YOUR GOAL: Below are the entries to work from; restate word for word the portion that opens with the line containing "0 0 0 0 .09" and closes with the line containing "811,5 L 812,0", keeping both.

******

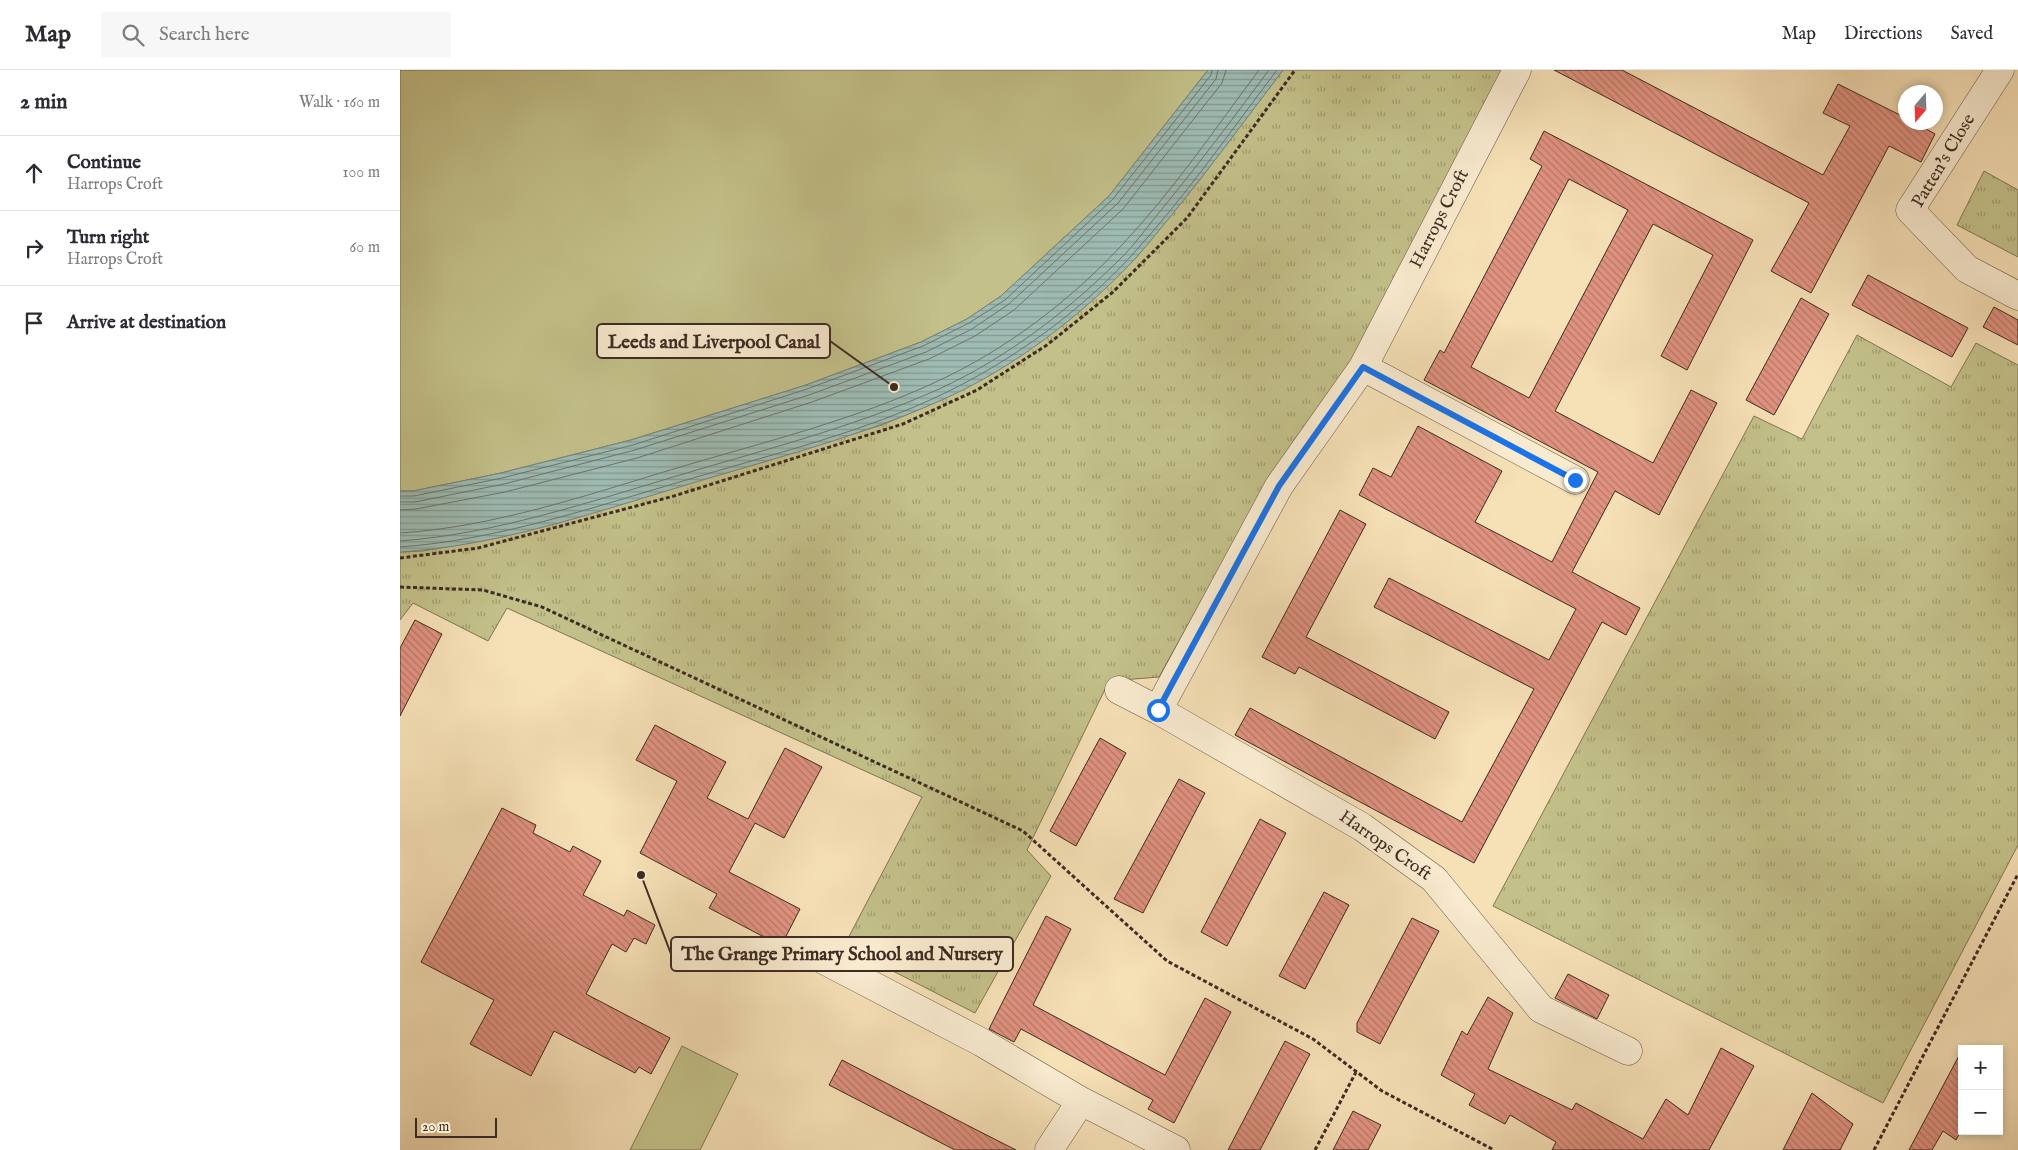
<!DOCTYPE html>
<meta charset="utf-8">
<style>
body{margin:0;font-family:"IM FELL English",serif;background:#f7f7f7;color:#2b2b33}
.controls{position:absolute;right:15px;bottom:15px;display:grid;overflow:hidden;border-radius:0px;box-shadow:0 2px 8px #0003}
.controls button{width:45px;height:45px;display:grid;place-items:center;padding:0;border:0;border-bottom:1px solid #e1e1e2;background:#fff;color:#2b2b33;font:25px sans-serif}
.compass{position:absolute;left:1498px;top:15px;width:45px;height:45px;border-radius:50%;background:#fff;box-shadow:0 2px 8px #0003;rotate:199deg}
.scale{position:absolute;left:15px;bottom:12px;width:82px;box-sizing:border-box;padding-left:5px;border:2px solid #3e2b23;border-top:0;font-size:14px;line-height:18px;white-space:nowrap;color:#3e2b23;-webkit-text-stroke:4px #f9ebd0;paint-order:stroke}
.stop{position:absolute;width:15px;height:15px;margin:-11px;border:4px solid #1a73e8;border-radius:50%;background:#fff}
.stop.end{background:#1a73e8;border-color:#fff;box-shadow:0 1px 5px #0008}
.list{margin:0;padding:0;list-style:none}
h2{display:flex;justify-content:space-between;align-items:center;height:65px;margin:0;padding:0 20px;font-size:21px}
h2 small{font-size:16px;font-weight:400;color:#7c7c81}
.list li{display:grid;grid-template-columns:32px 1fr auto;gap:15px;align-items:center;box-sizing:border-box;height:75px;padding:0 20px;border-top:1px solid #e1e1e2}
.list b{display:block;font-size:19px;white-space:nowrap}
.list p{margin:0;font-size:16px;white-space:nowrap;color:#7c7c81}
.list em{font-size:16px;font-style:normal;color:#7c7c81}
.icon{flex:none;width:28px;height:28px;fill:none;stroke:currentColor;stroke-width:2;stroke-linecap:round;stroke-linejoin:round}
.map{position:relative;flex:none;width:1618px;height:1080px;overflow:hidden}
header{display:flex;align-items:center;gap:30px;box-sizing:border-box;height:70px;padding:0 25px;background:#fff;border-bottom:1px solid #e1e1e2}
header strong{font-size:24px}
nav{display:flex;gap:28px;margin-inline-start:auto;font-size:18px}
.search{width:350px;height:45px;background:#f7f7f7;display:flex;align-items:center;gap:12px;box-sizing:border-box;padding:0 18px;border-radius:0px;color:#7c7c81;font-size:19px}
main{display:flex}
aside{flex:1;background:#fff}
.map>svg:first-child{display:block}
.grass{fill:url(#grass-tufts);stroke:#807656}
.green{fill:#c3c089;stroke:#807656}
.water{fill:url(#water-rules);stroke:#78827a}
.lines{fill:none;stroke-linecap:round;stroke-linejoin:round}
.shore{stroke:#6e746c;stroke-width:1}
.building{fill:url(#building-back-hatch);stroke:#3e2b23;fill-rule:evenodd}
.minor-casing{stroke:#6c5848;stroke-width:29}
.path{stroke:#3e2b23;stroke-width:3;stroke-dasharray:4 2.5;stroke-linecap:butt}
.minor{stroke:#f9ebd0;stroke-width:28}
.route{stroke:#1a73e8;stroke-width:6}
.labels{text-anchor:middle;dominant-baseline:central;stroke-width:5;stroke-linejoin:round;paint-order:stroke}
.street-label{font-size:18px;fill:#3e2b23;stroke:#f9ebd0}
.leader{fill:none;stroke:#3e2b23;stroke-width:2}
.callout-dot{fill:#3e2b23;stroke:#f9ebd0;stroke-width:2}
.callout{fill:#f9ebd0;stroke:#3e2b23;stroke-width:2}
.callout-label{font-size:19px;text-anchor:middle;font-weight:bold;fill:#3e2b23}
</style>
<header>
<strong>Map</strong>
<div class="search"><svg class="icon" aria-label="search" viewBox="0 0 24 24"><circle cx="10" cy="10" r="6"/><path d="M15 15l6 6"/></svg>Search here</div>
<nav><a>Map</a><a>Directions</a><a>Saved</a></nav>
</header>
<main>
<aside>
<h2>2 min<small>Walk · 160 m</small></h2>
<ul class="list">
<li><svg class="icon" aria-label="ahead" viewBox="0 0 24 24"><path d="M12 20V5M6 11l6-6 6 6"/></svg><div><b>Continue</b><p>Harrops Croft</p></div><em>100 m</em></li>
<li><svg class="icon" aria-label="right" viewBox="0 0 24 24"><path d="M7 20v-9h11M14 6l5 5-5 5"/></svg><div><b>Turn right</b><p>Harrops Croft</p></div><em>60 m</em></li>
<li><svg class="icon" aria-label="arrive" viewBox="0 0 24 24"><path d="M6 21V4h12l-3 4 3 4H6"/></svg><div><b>Arrive at destination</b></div></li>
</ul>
</aside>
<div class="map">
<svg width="1618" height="1080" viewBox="0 0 1618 1080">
<defs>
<pattern id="grass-tufts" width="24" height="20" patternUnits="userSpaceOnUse" patternTransform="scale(1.25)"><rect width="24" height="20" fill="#c3c089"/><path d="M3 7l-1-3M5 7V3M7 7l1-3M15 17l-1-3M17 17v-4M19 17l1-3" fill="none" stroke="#a09c70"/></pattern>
<pattern id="water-rules" width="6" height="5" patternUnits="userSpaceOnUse" patternTransform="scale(1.25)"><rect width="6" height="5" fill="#9ebcb4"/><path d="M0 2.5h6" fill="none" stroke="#829992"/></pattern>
<pattern id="building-back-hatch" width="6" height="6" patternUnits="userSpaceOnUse" patternTransform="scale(1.25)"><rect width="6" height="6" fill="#e09280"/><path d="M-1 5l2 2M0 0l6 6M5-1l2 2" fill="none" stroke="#b77768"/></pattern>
</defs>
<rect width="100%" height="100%" fill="#f6e0b6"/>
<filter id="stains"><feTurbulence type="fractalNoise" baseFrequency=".004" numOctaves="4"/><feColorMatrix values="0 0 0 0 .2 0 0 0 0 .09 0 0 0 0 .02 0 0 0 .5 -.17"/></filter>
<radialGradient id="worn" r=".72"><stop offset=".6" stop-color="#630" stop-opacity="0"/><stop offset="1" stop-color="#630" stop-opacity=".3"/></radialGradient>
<path class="grass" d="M 883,0 L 1104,0 L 954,296 L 869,408 L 759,607 L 709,611 L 627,780 L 651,806 L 575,943 L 444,876 L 522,727 L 107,538 L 88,571 L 13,533 L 0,550 L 0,482 L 23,481 L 102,467 L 363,392 L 482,355 L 546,328 L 583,308 L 689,233 L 735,189 L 795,116 Z
M 1584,101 L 1618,120 L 1618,187 L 1557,155 Z
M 1457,265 L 1551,317 L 1576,273 L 1618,295 L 1618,775 L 1483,1033 L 1093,836 L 1354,346 L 1402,369 Z"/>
<path class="green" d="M 0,0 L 808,0 L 709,126 L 601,226 L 567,249 L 521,272 L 406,315 L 231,370 L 101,403 L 13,421 L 0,421 Z
M 282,976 L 338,1004 L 300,1080 L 230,1080 Z"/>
<path class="water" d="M 808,0 L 883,0 C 846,49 810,98 771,146 C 759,160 747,176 734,190 C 681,246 615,297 544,329 C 462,366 372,389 286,415 C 193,443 97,476 0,482 L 0,421 L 13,421 L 101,403 L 231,370 L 406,315 L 521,272 L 567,249 L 601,226 L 709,126 Z"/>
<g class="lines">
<path class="shore" d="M 0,426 L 14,426 L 102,408 L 233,375 L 407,319 L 523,276 L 569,253 L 605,230 L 713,129 L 811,5 L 812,0
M 0,432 L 15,432 L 104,414 L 235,380 L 409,325 L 526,282 L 572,259 L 609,234 L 718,133 L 816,9 L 818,0
M 0,440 L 16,439 L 105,422 L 237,388 L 412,332 L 529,289 L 575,266 L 614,240 L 723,139 L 822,13 L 826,0
M 0,463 C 94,457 187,425 277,398 C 364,372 455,350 538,311 C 605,280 670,231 721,176 C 772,122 815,59 859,0
M 0,471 C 95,464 189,432 280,405 C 367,379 457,356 539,319 C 609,287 673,237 726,183 C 739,169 750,153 762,139 C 799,94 834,47 869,0
M 0,477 C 97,470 191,438 283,411 C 369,385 465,362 545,323 C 613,290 681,241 732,185 C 785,127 830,62 877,0"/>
</g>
<path class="building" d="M 1154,0 L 1222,0 L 1423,105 L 1450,56 L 1423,43 L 1438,14 L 1506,48 L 1506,52 L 1514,52 L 1535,64 L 1521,92 L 1489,76 L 1411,223 L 1371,201 L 1409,133 Z
M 1144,61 L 1353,170 L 1287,300 L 1261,286 L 1313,185 L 1253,154 L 1155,341 L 1253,393 L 1291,320 L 1317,333 L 1259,445 L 1215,421 L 1172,502 L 1240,538 L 1226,565 L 1202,552 L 1074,793 L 835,665 L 850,638 L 1062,752 L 1134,619 L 974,537 L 989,508 L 1149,590 L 1176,539 L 959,425 L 973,398 L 991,407 L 1018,356 L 1102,401 L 1075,452 L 1152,492 L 1176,445 L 1198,402 L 1024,310 L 1040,280 L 1044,283 L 1142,96 L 1130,89 ZM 1169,109 L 1228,140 L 1129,328 L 1071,297 Z
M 1468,205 L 1568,258 L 1552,287 L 1452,235 Z
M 1401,228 L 1429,244 L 1374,345 L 1346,330 Z
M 1594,237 L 1618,250 L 1618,275 L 1583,257 Z
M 940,440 L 966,454 L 906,567 L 1049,642 L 1035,669 L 899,597 L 895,604 L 862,587 Z
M 15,550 L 42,564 L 0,646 L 0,578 Z
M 255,655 L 326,692 L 307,728 L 348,749 L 385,678 L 422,697 L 384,768 L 355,753 L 329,802 L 400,839 L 381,876 L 309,838 L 317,824 L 240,783 L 277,711 L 236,690 Z
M 700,668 L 726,683 L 676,776 L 650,761 Z
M 779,709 L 805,723 L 743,843 L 714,829 Z
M 102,738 L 136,755 L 133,763 L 170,782 L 173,776 L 201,791 L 183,825 L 224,846 L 227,840 L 255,855 L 246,874 L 234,868 L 226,882 L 212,874 L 186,924 L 270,968 L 251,1004 L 239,997 L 235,1003 L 154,961 L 131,1006 L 70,974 L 94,930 L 21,892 Z
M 860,749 L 886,763 L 827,876 L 801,862 Z
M 924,822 L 949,835 L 905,919 L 879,906 Z
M 646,846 L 671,859 L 633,935 L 765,1005 L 805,928 L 831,942 L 774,1053 L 748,1039 L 753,1030 L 621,959 L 614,972 L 589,959 Z
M 1012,848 L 1039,861 L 980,974 L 957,962 L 957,953 Z
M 1168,904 L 1209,925 L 1197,949 L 1155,928 Z
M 1088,927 L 1113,943 L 1088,999 L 1172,1040 L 1176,1033 L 1243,1069 L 1266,1029 L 1288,1045 L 1321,978 L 1354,996 L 1309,1080 L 1152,1080 L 1156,1072 L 1110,1045 L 1105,1054 L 1069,1035 L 1075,1024 L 1041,1005 L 1062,961 L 1067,965 Z
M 885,971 L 910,984 L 881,1040 L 860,1080 L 828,1080 Z
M 1562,980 L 1562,1059 L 1556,1070 L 1543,1061 L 1532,1080 L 1509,1080 Z
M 442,990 L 561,1052 L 616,1080 L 555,1080 L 429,1015 Z
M 1412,1023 L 1453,1054 L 1440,1080 L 1383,1080 Z
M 953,1041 L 981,1055 L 968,1080 L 933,1080 Z"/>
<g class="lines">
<g class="minor-casing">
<path id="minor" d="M 1600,0 L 1510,140 L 1567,199 L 1618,226
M 963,297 L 1175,410
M 719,620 L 758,640 L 962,757 L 1034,809 L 1141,939 L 1228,981
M 758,640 L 879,416 L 963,297 L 1117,0
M 416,886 L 581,972 L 681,1031 L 776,1080
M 649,1080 L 681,1031"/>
</g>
<path class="path" d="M 0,488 L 78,478 L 274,426 L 503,354 L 577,320 L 647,275 L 713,222 L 787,148 L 895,0
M 0,517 L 83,520 L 142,537 L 623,761 L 767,891 L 913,969 L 982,1021 L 1094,1080
M 915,1080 L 956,1002
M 1474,1080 L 1618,804"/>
<use href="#minor" class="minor"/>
</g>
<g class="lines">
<path class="route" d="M 758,640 L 879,416 L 963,297 L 1175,410"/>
</g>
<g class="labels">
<g class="street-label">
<text transform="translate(1544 91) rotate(-59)">Patten's Close</text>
<text transform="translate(1040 149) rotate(-63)">Harrops Croft</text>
<text transform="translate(985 776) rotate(35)">Harrops Croft</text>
</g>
</g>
<path class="leader" d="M494 317L430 271M241 805L271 884"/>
<g class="callout-dot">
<circle cx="494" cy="317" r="5"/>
<circle cx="241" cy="805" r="5"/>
</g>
<g class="callout">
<rect x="197" y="254" width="233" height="34" rx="5"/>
<rect x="271" y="867" width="342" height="34" rx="5"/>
</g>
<g class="callout-label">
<text x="314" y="278">Leeds and Liverpool Canal</text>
<text x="442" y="890">The Grange Primary School and Nursery</text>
</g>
<rect width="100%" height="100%" filter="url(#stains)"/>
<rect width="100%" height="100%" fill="url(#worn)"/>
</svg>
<div class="controls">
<button>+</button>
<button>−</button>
</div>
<svg class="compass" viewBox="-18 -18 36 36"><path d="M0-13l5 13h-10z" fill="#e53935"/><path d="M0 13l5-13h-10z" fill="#7c7c81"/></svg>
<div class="scale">20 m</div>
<div class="stop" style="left:758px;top:640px"></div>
<div class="stop end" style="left:1175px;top:410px"></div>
</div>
</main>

******

EXERCISE RESPONSE:
<filter id="stains"><feTurbulence type="fractalNoise" baseFrequency=".004" numOctaves="4"/><feColorMatrix values="0 0 0 0 .2 0 0 0 0 .09 0 0 0 0 .02 0 0 0 .5 -.17"/></filter>
<radialGradient id="worn" r=".72"><stop offset=".6" stop-color="#630" stop-opacity="0"/><stop offset="1" stop-color="#630" stop-opacity=".3"/></radialGradient>
<path class="grass" d="M 883,0 L 1104,0 L 954,296 L 869,408 L 759,607 L 709,611 L 627,780 L 651,806 L 575,943 L 444,876 L 522,727 L 107,538 L 88,571 L 13,533 L 0,550 L 0,482 L 23,481 L 102,467 L 363,392 L 482,355 L 546,328 L 583,308 L 689,233 L 735,189 L 795,116 Z
M 1584,101 L 1618,120 L 1618,187 L 1557,155 Z
M 1457,265 L 1551,317 L 1576,273 L 1618,295 L 1618,775 L 1483,1033 L 1093,836 L 1354,346 L 1402,369 Z"/>
<path class="green" d="M 0,0 L 808,0 L 709,126 L 601,226 L 567,249 L 521,272 L 406,315 L 231,370 L 101,403 L 13,421 L 0,421 Z
M 282,976 L 338,1004 L 300,1080 L 230,1080 Z"/>
<path class="water" d="M 808,0 L 883,0 C 846,49 810,98 771,146 C 759,160 747,176 734,190 C 681,246 615,297 544,329 C 462,366 372,389 286,415 C 193,443 97,476 0,482 L 0,421 L 13,421 L 101,403 L 231,370 L 406,315 L 521,272 L 567,249 L 601,226 L 709,126 Z"/>
<g class="lines">
<path class="shore" d="M 0,426 L 14,426 L 102,408 L 233,375 L 407,319 L 523,276 L 569,253 L 605,230 L 713,129 L 811,5 L 812,0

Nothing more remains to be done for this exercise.